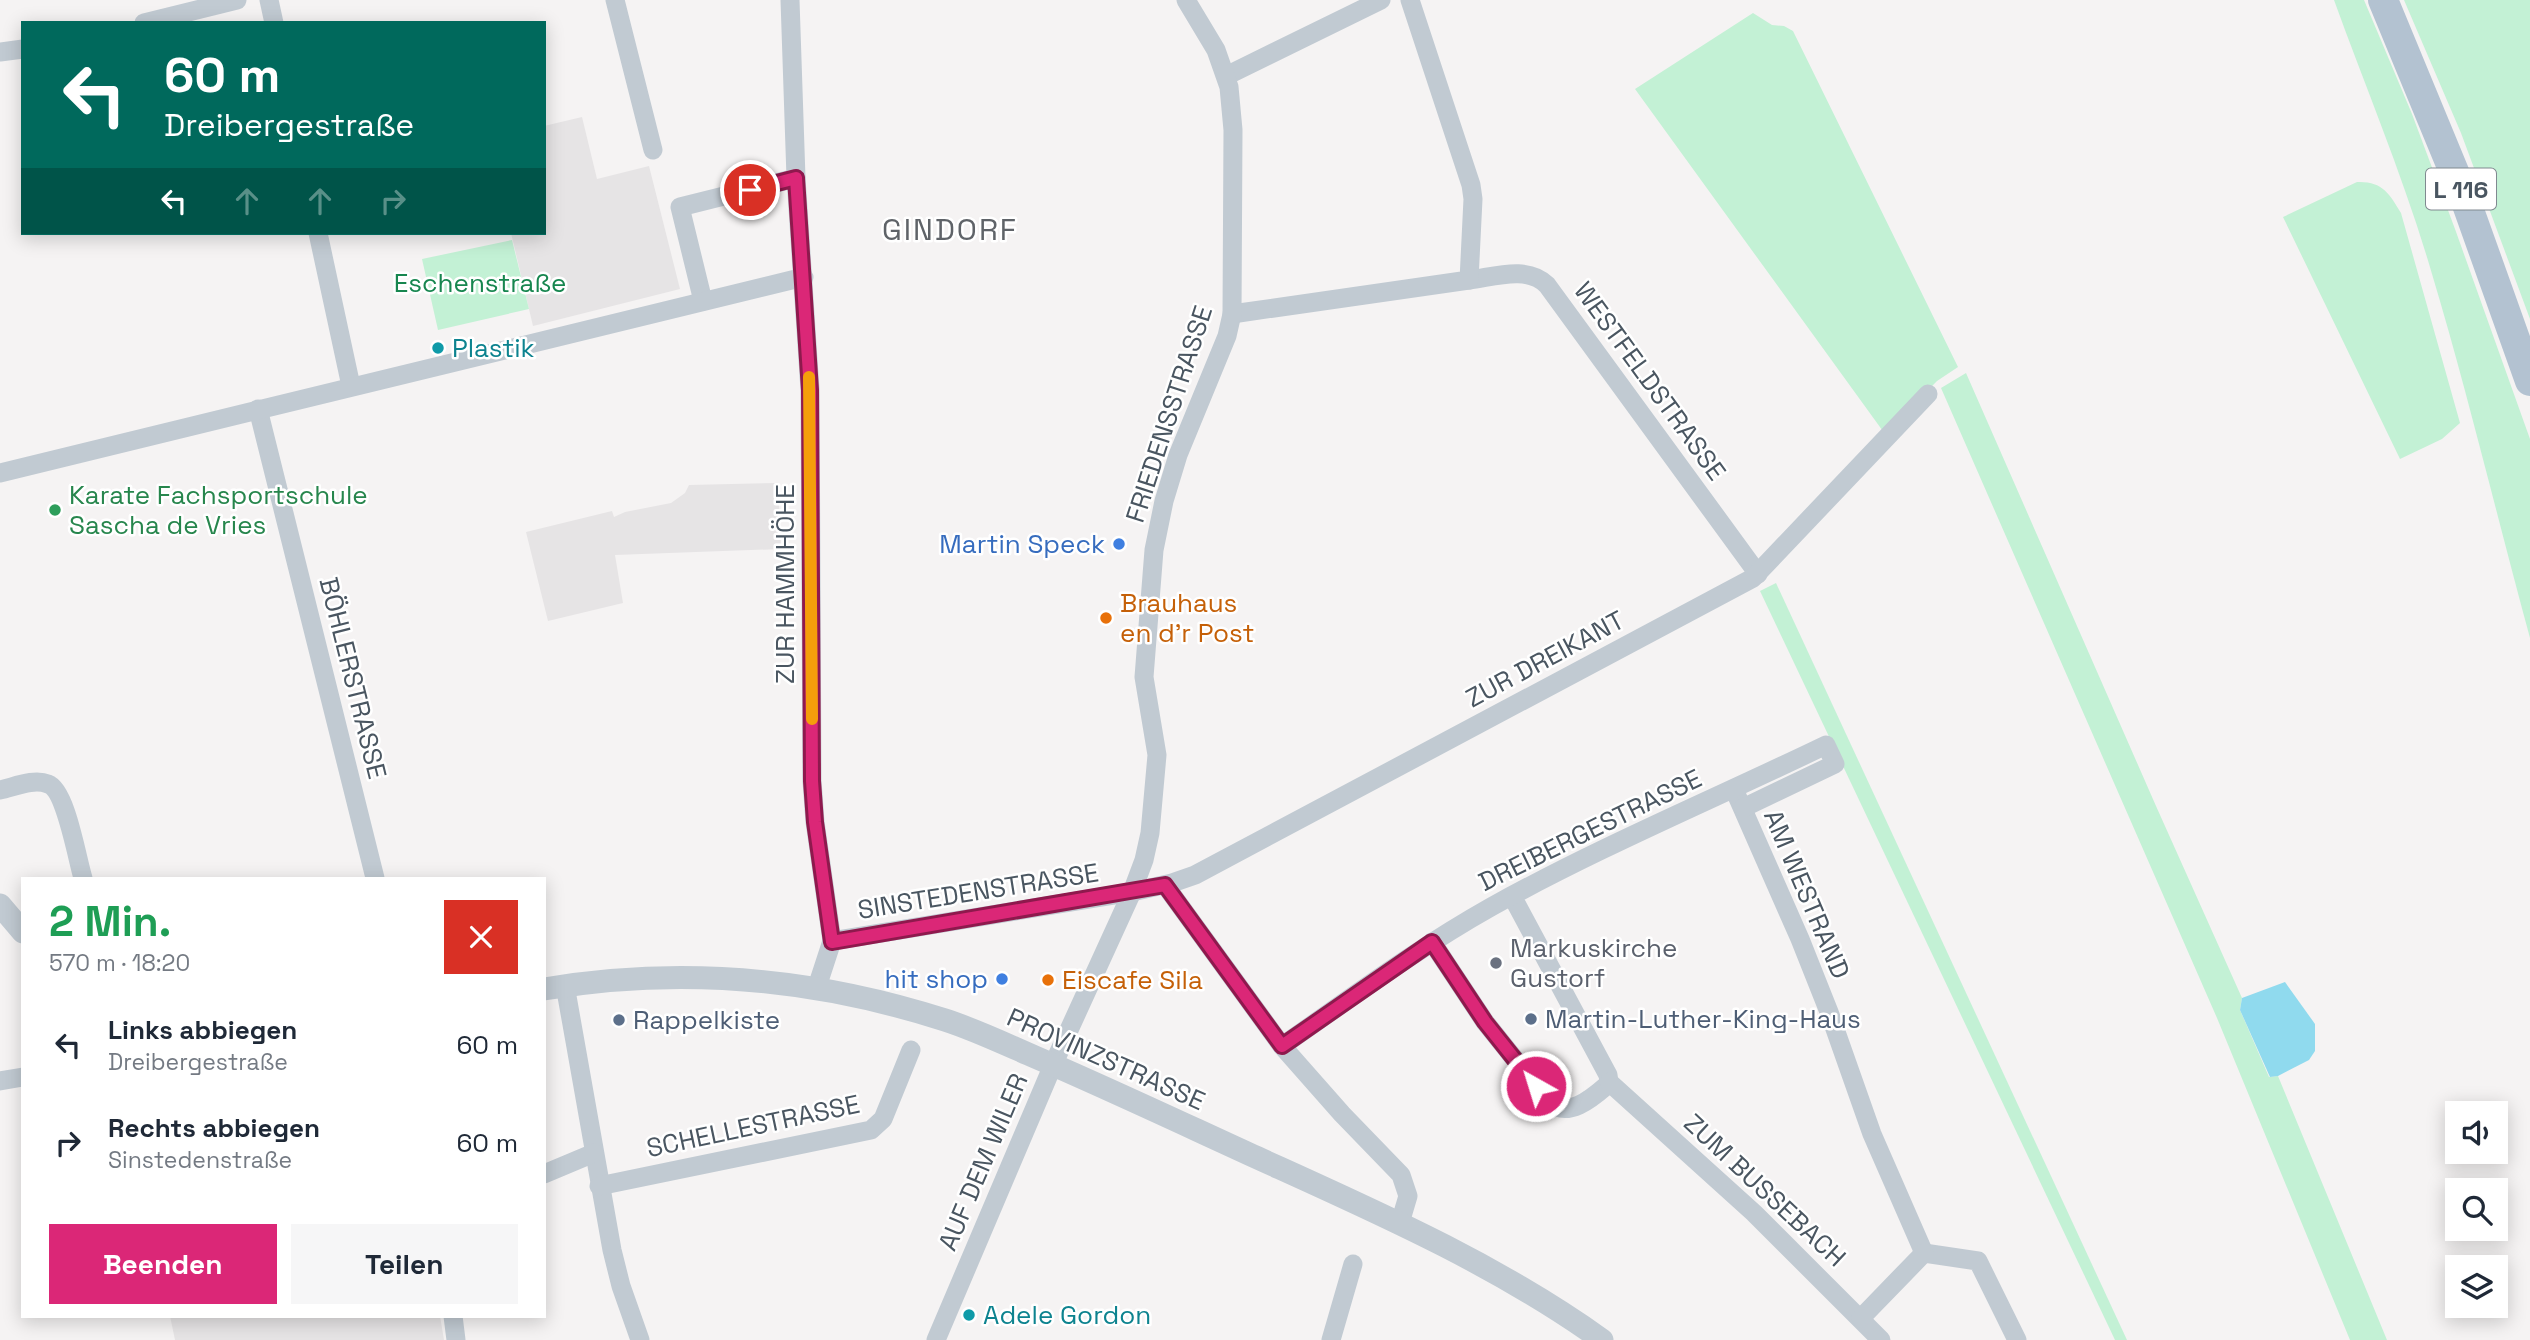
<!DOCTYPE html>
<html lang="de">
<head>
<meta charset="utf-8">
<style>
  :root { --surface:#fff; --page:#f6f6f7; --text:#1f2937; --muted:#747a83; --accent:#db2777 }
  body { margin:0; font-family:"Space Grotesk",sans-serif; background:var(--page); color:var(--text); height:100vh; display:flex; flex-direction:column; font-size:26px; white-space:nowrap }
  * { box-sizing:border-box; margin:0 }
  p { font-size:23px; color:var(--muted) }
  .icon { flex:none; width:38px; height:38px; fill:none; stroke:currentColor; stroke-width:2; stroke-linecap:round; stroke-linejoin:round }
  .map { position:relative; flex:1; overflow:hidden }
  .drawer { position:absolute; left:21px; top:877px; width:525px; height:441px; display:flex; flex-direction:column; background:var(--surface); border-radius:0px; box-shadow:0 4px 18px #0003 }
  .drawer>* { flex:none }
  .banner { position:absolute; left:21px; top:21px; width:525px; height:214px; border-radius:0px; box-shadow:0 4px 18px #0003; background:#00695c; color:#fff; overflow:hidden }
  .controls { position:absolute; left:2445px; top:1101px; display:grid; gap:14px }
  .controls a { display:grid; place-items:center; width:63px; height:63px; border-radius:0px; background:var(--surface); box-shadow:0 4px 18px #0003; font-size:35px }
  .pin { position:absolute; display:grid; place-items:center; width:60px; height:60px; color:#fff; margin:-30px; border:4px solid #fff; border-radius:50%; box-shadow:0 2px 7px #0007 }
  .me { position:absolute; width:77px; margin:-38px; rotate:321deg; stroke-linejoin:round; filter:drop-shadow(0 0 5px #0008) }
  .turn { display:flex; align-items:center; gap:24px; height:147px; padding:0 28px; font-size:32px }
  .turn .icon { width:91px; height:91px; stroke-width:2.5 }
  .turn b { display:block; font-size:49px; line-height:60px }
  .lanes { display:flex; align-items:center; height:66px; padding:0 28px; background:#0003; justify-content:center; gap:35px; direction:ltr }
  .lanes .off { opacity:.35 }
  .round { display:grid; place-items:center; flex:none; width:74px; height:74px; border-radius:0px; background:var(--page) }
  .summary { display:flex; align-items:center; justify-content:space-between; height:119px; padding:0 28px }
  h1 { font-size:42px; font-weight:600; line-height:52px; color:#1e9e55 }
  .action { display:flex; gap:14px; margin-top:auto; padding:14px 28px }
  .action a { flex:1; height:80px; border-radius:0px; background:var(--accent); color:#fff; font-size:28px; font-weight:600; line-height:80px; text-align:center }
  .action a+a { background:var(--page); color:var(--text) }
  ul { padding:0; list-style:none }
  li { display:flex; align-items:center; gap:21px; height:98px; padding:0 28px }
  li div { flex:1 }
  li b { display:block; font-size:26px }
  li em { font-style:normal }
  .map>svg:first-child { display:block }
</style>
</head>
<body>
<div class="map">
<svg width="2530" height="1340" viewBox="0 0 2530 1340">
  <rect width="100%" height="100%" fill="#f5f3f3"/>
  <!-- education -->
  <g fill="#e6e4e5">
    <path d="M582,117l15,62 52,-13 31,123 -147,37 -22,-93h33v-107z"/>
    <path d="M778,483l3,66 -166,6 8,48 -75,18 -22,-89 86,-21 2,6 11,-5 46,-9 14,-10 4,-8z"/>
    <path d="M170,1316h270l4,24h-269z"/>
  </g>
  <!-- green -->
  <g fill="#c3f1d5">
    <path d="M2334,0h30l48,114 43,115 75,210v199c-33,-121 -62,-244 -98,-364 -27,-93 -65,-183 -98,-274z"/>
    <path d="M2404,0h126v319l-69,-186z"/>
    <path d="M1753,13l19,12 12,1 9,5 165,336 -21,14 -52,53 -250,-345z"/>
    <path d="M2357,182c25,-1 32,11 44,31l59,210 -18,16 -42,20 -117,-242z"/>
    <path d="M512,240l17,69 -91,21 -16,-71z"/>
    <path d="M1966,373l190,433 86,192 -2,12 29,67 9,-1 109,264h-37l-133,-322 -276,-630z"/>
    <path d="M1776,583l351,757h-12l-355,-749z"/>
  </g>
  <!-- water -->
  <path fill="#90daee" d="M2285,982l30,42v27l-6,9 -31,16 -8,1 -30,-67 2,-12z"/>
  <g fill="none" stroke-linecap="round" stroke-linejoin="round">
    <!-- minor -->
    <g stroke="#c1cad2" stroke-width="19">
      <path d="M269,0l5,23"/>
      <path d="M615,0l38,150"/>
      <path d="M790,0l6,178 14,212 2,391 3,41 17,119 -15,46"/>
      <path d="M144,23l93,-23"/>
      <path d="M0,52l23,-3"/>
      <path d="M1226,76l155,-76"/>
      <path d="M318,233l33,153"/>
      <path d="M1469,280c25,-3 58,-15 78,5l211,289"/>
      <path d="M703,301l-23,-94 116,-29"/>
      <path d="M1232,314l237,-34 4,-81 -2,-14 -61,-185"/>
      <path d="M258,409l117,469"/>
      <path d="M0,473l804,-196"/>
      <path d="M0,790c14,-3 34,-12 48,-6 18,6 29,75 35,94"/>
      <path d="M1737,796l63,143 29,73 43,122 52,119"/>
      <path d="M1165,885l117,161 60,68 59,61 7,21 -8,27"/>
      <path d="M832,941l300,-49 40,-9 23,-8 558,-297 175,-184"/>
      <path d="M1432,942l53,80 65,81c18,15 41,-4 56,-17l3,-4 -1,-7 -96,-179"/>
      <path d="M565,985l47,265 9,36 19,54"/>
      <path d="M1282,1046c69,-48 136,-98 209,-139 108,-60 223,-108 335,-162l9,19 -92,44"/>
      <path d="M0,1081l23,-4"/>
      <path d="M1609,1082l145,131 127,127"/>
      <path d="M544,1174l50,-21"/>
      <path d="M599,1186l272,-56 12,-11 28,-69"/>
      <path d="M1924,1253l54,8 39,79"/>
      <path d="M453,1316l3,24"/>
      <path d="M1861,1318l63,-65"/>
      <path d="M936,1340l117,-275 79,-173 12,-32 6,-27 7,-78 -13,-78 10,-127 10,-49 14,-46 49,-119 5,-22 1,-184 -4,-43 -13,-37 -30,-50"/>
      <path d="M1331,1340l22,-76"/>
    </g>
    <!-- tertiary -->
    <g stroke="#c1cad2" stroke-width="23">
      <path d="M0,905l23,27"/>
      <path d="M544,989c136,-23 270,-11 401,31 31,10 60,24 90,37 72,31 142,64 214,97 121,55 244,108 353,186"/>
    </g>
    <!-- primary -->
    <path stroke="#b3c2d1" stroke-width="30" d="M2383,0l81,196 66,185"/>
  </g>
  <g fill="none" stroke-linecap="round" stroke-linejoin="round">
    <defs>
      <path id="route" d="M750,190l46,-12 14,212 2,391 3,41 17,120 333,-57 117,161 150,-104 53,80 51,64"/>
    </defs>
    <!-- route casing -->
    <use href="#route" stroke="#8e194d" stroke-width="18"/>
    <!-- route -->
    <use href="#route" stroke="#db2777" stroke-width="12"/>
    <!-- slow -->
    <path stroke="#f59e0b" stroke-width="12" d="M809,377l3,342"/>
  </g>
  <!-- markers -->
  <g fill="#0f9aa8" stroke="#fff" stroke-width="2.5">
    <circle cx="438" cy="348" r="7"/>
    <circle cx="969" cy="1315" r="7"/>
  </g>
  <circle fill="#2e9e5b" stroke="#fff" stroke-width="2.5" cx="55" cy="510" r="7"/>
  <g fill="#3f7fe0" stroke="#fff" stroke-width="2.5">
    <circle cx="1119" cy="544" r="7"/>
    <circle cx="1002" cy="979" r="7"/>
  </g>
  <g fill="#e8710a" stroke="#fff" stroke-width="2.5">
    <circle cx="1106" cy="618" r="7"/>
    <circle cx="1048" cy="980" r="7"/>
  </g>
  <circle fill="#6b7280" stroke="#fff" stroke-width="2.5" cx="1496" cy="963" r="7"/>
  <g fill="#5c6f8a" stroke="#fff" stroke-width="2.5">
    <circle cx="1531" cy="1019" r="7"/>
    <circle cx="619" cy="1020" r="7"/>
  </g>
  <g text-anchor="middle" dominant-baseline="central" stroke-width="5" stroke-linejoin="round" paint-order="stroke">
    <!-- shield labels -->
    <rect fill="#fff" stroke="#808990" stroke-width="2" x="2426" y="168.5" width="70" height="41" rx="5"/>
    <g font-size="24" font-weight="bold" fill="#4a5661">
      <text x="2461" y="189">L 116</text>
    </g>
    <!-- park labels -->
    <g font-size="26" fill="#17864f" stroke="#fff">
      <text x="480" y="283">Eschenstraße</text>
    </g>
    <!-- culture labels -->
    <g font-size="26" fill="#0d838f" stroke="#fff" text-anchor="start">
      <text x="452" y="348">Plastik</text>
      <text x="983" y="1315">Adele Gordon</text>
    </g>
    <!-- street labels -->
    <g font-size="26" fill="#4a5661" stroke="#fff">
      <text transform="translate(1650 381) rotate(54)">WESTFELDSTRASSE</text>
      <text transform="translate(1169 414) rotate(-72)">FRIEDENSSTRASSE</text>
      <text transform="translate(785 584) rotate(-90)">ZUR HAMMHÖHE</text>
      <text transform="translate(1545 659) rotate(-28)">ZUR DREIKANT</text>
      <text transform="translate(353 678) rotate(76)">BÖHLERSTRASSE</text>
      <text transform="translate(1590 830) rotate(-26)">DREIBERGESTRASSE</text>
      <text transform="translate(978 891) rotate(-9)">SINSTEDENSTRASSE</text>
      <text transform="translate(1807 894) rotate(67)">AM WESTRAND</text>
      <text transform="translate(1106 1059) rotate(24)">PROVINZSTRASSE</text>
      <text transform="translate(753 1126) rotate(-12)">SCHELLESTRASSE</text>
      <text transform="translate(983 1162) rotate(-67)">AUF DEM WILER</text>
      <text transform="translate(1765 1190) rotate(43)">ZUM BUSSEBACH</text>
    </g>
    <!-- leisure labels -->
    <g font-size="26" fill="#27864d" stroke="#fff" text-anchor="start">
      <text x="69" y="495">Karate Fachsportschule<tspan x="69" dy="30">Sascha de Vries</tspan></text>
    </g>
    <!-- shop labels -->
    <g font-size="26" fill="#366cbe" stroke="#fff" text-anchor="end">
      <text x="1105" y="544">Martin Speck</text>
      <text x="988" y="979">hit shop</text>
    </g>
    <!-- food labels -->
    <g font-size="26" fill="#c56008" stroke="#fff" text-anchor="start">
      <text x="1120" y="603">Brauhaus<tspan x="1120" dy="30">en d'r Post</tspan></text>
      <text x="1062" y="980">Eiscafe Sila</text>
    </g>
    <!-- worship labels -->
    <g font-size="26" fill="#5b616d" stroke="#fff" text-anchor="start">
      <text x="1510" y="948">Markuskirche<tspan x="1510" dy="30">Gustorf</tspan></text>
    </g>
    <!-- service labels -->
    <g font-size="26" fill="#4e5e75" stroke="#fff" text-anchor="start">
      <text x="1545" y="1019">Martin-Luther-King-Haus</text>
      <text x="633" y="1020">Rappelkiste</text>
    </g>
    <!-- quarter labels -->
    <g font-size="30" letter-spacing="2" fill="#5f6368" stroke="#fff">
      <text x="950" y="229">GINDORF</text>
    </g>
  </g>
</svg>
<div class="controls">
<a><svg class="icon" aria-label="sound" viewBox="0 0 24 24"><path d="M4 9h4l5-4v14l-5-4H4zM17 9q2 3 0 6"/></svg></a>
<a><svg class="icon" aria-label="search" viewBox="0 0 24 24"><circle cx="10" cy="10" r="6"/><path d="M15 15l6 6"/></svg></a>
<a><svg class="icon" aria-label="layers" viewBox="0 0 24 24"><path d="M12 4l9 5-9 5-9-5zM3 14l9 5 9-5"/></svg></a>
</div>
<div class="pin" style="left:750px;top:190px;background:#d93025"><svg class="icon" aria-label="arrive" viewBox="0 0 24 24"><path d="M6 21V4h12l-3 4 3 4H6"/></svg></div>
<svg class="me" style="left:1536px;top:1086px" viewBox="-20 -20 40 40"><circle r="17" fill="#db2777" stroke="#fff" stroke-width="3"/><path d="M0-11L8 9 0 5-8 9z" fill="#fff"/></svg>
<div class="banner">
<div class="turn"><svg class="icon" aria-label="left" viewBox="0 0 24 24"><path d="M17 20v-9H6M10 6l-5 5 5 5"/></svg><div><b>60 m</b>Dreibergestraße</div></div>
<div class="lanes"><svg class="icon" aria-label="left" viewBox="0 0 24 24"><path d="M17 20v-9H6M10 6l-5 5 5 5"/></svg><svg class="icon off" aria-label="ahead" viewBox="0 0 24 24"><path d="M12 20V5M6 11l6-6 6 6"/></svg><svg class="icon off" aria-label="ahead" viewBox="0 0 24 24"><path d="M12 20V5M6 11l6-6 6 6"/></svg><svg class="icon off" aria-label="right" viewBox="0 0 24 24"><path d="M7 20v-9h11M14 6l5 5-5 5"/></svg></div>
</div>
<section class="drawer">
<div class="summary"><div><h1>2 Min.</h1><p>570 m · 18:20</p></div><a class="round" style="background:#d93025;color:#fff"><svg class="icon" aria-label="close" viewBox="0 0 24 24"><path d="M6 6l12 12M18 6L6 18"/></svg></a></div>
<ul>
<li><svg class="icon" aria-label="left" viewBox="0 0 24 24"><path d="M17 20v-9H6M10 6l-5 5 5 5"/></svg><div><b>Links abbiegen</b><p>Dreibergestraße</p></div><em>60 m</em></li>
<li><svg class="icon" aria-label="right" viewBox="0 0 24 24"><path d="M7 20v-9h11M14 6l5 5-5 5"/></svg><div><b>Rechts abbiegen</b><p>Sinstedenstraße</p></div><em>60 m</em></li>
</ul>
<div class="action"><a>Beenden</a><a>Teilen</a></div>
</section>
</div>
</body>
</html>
* * * *
## WHAT THE TASK REQUIRES
Say how many lines in the listing include the word "body", giving nothing but the number.

## SOLVED PROBLEM
3